Katılımcıların yüzde 56’sı Suriyelilerin “tümü gönderilmeli”, yüzde 25’i “yalnızca nitelikliler kalmalı” dedi. Entegrasyonu savunanlar yalnızca yüzde 8’de kaldı. Toplumda baskın talep geri dönüş yönünde.
Katılımcıların yüzde 52’si dış politika yönetimi konusunda hükümeti başarısız, yüzde 40’ı başarılı buldu. İktidar seçmeni destek verirken, muhalefet seçmeni ağır eleştiriyor.
“Sizce iktidar mı, muhalefet mi dış politikayı daha iyi yönetebilir?” sorusuna katılımcıların yüzde 36’sı iktidar, yüzde 23’ü muhalefet, yüzde 28’i“hiçbiri” yanıtını verdi.
Genel tablo güvenin dağınık olduğunu gösterse de, en güçlü blok iktidar seçmeni. AK Parti seçmeninin yüzde 65’i, MHP seçmeninin yüzde 62’si dış politikayı en iyi yönetecek tarafın iktidar olduğunu düşünüyor. Muhalefet cephesinde ise en yüksek oran CHP’de yüzde 43’te kalırken, İYİ Parti (yüzde 58)ve DEM Parti (yüzde 55) seçmeninde çoğunluk “hiçbiri” yanıtını verdi. Bu tablo, dış politikada kurumsal güvenin hâlen iktidar etrafında toplandığını ortaya koyuyor.

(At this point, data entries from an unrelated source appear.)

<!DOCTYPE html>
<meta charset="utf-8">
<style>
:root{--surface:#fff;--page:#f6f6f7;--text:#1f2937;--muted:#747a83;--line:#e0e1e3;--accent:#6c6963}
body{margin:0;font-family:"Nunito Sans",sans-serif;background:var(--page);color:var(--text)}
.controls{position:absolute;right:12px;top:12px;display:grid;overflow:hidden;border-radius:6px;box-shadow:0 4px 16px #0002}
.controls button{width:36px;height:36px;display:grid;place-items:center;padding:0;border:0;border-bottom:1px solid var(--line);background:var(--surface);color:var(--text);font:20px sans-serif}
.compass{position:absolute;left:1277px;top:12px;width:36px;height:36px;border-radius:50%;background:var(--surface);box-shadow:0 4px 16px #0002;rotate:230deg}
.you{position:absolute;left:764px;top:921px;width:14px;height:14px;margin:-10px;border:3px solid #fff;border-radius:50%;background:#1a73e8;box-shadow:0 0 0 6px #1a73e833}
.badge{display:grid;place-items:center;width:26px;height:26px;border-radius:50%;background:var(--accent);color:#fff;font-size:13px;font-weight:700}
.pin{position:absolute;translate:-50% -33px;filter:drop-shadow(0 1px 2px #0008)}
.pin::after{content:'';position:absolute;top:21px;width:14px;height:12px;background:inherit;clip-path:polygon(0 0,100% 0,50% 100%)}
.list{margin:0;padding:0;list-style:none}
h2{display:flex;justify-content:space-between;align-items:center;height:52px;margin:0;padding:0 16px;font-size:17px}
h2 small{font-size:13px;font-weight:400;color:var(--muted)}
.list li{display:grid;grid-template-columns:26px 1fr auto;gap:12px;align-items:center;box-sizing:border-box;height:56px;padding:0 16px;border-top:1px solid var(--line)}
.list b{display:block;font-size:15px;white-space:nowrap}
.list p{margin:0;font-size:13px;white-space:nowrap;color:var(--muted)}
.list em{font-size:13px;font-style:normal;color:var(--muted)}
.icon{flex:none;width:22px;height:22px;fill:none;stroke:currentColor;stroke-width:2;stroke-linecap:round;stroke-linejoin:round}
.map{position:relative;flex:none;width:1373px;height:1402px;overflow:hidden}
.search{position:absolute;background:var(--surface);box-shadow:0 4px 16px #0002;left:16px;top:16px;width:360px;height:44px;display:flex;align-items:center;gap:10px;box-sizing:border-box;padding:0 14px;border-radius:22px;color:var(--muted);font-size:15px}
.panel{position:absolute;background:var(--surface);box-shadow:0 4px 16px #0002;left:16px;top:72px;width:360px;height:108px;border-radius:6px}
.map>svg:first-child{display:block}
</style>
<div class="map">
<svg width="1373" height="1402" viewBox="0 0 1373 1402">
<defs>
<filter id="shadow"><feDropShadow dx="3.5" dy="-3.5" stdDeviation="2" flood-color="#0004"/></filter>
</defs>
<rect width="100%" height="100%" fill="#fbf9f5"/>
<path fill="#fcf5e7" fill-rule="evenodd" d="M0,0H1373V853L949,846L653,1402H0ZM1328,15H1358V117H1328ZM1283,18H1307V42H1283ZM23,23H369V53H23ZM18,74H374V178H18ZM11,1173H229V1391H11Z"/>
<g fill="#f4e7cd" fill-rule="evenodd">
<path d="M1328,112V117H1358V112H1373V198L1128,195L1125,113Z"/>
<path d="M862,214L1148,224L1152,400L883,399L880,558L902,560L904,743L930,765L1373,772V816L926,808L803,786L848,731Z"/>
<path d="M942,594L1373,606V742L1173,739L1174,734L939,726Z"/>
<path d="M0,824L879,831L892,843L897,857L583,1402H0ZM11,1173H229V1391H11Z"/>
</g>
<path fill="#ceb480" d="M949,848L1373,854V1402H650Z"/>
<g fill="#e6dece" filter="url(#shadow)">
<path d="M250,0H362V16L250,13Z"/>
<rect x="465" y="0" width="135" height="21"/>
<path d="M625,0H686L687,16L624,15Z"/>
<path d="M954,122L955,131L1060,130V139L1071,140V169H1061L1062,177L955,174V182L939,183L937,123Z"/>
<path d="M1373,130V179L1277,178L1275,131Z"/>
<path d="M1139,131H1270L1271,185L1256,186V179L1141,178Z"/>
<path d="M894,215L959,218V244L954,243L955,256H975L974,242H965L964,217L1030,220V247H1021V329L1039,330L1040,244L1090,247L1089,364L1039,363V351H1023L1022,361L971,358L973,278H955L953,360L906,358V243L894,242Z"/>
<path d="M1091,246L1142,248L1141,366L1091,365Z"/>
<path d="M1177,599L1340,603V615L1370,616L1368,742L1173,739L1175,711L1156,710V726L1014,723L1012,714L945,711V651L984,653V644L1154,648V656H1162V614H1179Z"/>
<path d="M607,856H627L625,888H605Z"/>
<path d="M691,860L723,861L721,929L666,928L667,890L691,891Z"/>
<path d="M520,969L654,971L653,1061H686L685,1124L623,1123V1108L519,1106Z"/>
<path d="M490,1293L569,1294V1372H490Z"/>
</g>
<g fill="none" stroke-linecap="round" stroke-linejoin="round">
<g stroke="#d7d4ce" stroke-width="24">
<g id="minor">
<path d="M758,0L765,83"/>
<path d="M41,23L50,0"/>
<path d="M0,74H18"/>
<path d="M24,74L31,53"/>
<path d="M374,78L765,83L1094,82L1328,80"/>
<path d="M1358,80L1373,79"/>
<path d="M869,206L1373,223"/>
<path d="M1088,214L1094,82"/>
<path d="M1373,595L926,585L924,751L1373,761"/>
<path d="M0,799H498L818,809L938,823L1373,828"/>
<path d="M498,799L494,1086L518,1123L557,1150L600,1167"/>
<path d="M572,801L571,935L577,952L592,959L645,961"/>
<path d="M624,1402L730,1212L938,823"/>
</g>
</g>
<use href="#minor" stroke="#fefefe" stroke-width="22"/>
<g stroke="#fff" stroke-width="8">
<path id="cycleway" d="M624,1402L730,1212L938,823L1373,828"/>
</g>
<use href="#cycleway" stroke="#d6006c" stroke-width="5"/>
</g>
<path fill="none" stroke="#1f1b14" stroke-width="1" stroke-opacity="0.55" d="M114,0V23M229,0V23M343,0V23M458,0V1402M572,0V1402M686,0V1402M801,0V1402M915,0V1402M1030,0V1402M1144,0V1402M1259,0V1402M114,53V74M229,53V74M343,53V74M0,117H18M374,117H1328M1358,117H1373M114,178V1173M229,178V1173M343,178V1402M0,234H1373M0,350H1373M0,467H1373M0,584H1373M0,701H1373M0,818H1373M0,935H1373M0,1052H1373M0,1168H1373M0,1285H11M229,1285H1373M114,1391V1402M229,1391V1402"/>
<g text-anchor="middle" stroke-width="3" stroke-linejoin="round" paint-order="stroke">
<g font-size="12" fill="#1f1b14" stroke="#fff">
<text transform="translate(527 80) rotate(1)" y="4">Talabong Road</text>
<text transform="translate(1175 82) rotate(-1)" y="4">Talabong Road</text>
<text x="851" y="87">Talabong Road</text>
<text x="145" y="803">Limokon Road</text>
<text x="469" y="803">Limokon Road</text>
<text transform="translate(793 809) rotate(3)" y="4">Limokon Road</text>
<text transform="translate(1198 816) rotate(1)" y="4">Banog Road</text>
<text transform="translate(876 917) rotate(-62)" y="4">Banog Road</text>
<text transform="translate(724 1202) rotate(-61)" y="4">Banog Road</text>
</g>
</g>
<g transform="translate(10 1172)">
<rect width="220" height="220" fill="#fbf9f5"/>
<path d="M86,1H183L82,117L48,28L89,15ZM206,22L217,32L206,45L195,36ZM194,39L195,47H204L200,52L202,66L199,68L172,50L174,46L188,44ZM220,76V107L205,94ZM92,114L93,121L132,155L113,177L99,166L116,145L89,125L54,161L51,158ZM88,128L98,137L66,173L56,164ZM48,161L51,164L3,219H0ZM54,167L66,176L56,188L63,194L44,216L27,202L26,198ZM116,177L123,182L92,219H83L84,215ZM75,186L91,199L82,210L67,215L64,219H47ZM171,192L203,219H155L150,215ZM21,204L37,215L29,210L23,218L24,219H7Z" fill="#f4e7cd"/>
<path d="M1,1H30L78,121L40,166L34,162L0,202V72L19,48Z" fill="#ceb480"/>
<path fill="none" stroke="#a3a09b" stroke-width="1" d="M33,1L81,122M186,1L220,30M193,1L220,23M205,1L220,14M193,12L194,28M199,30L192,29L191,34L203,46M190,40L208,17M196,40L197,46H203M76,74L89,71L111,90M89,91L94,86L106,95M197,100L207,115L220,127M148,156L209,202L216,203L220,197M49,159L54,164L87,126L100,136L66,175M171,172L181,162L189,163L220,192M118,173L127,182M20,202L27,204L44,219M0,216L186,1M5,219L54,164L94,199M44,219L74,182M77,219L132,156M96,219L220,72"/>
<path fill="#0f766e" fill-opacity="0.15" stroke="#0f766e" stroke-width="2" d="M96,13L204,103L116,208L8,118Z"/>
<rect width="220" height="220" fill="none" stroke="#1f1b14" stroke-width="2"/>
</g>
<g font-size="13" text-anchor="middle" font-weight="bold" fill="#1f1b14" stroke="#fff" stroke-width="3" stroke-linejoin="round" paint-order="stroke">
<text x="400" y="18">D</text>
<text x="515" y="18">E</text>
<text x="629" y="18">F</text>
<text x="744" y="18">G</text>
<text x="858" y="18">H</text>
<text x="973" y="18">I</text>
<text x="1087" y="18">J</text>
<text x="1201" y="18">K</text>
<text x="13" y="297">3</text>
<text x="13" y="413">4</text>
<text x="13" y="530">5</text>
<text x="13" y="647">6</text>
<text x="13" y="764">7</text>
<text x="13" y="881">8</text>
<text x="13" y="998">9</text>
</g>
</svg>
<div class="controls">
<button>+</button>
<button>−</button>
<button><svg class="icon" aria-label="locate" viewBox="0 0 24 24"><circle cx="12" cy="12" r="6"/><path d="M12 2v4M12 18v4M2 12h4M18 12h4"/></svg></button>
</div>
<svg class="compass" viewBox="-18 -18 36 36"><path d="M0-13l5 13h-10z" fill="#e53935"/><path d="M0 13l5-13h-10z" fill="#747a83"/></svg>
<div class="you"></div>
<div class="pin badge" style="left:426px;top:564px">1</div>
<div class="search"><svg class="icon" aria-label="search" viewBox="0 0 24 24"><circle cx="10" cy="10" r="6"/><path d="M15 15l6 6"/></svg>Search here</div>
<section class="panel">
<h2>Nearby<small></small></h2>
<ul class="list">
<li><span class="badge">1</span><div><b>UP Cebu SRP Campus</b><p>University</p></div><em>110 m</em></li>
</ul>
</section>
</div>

Katılımcılar dış politika yönetimi için yüzde 34 AK Parti, yüzde 21 CHP dedi. Diğer partilerin oranları yüzde 5’in altında kaldı.
Bu sonuç, kamuoyunda dış politikada en güçlü güven adresinin AK Parti olduğunu gösteriyor. CHP ikinci sırada yer alsa da, oran farkı dikkat çekiyor. DEM Parti (yüzde 5), Zafer Partisi (yüzde 5) ve diğer partilerin düşük düzeyde kalması, muhalefetin dış politika alanında iktidara alternatif üretme kapasitesinin sınırlı görüldüğüne işaret ediyor.
Katılımcıların yüzde 37’si dış politikayı en iyi yönetecek lider olarak Recep Tayyip Erdoğan’ı gösterdi. En yakın rakibi Özgür Özel yüzde 19’da kalırken, Ümit Özdağ yüzde 7 oranıyla üçüncü sırada yer aldı.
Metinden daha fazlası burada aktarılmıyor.